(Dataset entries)
-----
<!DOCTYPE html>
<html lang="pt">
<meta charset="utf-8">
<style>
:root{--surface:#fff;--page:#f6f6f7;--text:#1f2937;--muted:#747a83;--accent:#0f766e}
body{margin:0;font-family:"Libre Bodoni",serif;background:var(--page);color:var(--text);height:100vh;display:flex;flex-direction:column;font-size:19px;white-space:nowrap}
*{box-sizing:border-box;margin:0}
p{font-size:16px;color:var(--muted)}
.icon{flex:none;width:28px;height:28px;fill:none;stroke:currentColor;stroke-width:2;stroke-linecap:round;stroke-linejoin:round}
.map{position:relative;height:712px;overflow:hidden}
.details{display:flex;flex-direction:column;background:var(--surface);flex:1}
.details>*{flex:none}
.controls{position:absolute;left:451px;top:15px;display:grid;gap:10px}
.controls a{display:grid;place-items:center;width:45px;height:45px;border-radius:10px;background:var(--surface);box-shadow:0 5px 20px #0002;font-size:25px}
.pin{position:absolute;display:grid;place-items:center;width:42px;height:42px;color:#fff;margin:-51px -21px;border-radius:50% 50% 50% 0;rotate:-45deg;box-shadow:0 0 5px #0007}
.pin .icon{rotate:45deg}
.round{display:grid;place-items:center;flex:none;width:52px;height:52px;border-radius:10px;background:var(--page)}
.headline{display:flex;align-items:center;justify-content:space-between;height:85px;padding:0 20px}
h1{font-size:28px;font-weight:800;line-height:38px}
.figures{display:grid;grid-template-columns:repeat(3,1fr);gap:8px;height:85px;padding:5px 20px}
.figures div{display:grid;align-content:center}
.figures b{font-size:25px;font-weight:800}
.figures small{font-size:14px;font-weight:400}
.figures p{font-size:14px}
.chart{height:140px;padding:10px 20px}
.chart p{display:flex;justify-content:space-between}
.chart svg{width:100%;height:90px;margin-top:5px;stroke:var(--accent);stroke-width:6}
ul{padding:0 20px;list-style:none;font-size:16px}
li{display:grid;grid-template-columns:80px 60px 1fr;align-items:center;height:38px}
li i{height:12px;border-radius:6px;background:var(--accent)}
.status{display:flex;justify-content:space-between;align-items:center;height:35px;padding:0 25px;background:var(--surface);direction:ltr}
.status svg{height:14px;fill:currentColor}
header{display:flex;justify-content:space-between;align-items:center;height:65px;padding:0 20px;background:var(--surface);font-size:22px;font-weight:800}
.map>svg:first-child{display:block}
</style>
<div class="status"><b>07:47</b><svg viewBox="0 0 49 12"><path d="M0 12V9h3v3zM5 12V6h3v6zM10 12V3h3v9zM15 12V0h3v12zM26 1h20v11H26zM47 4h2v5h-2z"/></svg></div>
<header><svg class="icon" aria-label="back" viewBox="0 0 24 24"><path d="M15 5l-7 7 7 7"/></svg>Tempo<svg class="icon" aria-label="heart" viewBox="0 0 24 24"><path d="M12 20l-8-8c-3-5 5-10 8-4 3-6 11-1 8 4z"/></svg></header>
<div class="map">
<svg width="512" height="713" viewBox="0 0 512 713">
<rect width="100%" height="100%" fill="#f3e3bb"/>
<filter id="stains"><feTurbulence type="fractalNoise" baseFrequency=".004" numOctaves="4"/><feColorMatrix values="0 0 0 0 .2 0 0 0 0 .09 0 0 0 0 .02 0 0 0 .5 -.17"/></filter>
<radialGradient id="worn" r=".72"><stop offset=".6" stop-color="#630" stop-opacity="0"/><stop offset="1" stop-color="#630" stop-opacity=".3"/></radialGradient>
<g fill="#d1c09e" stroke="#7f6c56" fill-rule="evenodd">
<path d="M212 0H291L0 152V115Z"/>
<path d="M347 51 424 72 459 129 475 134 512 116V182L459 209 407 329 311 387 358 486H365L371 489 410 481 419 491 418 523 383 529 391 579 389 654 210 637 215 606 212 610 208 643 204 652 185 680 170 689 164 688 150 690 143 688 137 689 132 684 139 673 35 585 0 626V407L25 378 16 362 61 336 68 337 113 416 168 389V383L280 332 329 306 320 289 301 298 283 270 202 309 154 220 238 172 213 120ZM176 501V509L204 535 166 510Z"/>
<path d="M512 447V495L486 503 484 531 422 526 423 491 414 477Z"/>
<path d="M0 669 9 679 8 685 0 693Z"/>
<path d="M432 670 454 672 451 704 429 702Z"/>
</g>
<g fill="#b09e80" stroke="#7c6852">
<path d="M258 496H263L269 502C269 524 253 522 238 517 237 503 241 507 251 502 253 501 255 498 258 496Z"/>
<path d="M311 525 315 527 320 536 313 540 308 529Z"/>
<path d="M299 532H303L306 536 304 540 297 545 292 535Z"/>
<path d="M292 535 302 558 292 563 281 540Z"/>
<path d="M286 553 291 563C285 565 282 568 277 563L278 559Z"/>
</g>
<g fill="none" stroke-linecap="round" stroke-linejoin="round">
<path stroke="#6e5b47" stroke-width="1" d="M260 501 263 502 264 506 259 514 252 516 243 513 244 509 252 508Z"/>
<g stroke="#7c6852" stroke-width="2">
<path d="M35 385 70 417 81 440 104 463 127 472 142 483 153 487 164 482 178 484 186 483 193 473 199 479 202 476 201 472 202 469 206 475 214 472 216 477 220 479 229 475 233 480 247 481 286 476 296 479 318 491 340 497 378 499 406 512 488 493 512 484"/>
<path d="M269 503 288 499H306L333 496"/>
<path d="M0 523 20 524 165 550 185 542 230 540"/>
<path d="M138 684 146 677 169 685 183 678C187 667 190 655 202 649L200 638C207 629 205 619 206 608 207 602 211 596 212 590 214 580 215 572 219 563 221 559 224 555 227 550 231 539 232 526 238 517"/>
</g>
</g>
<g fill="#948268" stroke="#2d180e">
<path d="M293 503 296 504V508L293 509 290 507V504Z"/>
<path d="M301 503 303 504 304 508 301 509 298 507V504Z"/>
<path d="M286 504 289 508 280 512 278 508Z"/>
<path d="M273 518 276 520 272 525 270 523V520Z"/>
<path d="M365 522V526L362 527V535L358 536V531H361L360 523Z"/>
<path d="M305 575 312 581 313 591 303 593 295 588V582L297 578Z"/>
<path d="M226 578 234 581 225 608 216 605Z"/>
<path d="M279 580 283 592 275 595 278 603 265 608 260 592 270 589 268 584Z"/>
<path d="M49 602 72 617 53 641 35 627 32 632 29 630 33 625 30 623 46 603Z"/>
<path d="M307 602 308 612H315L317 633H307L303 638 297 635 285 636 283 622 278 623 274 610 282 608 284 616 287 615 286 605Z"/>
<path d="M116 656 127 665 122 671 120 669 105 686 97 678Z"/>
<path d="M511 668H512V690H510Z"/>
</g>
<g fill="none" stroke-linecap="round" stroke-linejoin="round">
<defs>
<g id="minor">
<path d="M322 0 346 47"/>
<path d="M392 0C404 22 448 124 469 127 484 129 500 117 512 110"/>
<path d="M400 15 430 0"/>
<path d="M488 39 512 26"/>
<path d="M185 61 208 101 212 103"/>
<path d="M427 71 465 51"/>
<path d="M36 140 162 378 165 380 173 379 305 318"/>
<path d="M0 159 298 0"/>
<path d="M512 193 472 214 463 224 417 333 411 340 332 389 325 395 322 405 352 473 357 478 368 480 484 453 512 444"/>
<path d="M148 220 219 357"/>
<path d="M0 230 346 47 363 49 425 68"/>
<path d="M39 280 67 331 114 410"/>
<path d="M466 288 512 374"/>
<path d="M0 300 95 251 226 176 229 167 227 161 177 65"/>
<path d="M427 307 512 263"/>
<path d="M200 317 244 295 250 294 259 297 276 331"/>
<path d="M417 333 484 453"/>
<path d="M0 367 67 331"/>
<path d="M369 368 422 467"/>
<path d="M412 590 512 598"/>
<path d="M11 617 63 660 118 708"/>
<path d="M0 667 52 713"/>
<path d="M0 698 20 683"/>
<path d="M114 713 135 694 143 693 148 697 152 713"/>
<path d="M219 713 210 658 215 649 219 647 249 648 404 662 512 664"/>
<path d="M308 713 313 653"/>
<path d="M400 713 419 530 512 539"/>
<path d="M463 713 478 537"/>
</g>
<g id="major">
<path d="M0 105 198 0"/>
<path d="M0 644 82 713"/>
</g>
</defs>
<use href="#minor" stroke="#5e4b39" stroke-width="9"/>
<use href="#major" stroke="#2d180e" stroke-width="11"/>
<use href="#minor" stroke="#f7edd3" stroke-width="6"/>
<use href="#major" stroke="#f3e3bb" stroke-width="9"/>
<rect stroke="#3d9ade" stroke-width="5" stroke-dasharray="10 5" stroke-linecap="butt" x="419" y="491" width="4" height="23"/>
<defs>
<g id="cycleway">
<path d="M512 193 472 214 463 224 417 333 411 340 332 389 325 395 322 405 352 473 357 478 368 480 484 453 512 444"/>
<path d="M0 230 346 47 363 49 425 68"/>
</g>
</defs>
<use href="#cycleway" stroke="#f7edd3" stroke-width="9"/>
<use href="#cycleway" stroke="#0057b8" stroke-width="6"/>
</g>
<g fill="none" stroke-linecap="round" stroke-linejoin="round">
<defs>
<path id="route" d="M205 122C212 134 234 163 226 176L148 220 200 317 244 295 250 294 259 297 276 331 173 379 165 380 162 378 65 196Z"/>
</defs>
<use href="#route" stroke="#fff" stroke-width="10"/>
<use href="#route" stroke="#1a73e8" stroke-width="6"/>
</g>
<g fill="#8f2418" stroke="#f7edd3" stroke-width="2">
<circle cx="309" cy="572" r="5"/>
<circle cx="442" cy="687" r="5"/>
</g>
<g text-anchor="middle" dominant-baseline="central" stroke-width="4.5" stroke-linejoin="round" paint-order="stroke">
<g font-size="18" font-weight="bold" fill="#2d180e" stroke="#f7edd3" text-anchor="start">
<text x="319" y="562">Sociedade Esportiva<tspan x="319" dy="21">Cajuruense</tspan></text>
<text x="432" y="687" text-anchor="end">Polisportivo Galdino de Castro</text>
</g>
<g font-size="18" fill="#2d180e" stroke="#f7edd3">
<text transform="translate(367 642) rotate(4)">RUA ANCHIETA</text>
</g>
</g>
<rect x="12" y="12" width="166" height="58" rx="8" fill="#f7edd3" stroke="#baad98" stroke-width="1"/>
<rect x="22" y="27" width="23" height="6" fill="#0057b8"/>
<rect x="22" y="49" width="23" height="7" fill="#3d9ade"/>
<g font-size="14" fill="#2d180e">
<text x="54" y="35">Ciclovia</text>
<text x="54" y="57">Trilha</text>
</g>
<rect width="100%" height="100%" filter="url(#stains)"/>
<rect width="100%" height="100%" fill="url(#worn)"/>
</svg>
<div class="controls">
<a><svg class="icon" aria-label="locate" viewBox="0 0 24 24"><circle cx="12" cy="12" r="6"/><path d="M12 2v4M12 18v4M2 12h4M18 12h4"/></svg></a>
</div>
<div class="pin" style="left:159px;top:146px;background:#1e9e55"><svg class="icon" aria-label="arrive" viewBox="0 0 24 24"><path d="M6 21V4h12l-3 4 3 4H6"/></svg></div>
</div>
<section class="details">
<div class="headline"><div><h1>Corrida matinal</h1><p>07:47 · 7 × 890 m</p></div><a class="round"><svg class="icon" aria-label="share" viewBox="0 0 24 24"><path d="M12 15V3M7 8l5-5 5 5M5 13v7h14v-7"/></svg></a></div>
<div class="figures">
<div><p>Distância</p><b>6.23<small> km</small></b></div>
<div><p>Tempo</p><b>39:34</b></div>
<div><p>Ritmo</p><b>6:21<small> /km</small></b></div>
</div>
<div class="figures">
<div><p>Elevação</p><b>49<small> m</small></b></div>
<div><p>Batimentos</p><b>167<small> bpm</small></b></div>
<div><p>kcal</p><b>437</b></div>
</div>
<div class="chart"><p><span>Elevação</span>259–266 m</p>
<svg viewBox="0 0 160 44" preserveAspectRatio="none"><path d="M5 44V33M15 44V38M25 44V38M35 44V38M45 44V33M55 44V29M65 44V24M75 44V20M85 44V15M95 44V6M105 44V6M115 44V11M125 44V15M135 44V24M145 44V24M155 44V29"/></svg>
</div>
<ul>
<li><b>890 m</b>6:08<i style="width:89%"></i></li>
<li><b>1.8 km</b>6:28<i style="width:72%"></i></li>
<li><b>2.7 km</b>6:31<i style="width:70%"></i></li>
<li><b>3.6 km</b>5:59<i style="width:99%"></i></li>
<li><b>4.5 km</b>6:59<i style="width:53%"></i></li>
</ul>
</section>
-----
• WHAT TO DO: Write out every line, unchanged, from the one containing "<div><p>Ritmo</p><b>6:21<small> /km</small></b></div>" through the closing line of the data.

• ANSWER TO THE EXERCISE:
<div><p>Ritmo</p><b>6:21<small> /km</small></b></div>
</div>
<div class="figures">
<div><p>Elevação</p><b>49<small> m</small></b></div>
<div><p>Batimentos</p><b>167<small> bpm</small></b></div>
<div><p>kcal</p><b>437</b></div>
</div>
<div class="chart"><p><span>Elevação</span>259–266 m</p>
<svg viewBox="0 0 160 44" preserveAspectRatio="none"><path d="M5 44V33M15 44V38M25 44V38M35 44V38M45 44V33M55 44V29M65 44V24M75 44V20M85 44V15M95 44V6M105 44V6M115 44V11M125 44V15M135 44V24M145 44V24M155 44V29"/></svg>
</div>
<ul>
<li><b>890 m</b>6:08<i style="width:89%"></i></li>
<li><b>1.8 km</b>6:28<i style="width:72%"></i></li>
<li><b>2.7 km</b>6:31<i style="width:70%"></i></li>
<li><b>3.6 km</b>5:59<i style="width:99%"></i></li>
<li><b>4.5 km</b>6:59<i style="width:53%"></i></li>
</ul>
</section>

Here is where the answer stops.